I think he may have sold three or them — maybe four. This was lamentable  but Ellsworth, who was not stupid, told me he had come up with the perfect solution. He ran the ad again, but raised the price to $3.00.

This was genius. Orders flooded in. He reprinted the booklet a number of times and contemplated a “hard cover” for it — basically anything weightier than newsprint — but decided against it. Eventually he got bored, or perhaps the Joe Box Method threatened to be too successful; in any event it disappeared.
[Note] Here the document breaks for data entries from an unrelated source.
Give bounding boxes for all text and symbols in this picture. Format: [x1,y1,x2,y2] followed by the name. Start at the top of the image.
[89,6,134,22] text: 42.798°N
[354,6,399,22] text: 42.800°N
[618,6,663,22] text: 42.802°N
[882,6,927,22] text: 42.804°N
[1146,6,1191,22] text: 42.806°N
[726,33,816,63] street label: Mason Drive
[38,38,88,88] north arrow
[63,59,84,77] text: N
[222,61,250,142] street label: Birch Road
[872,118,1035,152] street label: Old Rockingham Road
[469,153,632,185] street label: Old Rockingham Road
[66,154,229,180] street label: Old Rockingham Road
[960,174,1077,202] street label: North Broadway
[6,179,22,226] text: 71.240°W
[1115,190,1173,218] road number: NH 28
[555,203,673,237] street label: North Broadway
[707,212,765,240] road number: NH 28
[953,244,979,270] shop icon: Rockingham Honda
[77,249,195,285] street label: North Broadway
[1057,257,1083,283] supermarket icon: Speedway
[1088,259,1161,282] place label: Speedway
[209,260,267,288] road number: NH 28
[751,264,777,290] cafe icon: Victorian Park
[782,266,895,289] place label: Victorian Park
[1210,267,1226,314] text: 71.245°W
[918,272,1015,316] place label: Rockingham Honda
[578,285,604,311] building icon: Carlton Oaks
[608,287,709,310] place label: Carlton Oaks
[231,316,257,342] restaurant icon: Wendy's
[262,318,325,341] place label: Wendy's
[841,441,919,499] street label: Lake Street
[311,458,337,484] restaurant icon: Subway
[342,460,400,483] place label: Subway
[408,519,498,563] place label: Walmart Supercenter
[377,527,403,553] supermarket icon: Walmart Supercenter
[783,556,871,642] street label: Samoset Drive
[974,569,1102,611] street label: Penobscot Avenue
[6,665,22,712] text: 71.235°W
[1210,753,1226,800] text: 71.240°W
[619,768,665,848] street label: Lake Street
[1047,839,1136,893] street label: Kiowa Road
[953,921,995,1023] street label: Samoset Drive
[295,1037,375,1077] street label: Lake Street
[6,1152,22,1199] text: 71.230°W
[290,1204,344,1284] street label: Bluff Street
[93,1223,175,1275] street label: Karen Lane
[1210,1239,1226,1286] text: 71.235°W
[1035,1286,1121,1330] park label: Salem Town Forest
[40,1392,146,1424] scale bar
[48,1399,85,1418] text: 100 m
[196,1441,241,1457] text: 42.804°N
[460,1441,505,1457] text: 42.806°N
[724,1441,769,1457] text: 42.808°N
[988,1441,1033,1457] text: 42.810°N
What, you may ask, was the Joe Box Method of Instant Seduction? In a word, Ask. Any time, anywhere, anyone. If you ask often enough, the booklet promised, somebody would eventually say “Yes.” He stretched this out to eight pages, what with illustrations of horny men lurking at bus stops or saloons, or at church! At the movie theater! At concerts! At protest marches! Some woman, at some point, would say yes. Don’t argue, don’t grab, don’t leer. Just ask.

It probably worked.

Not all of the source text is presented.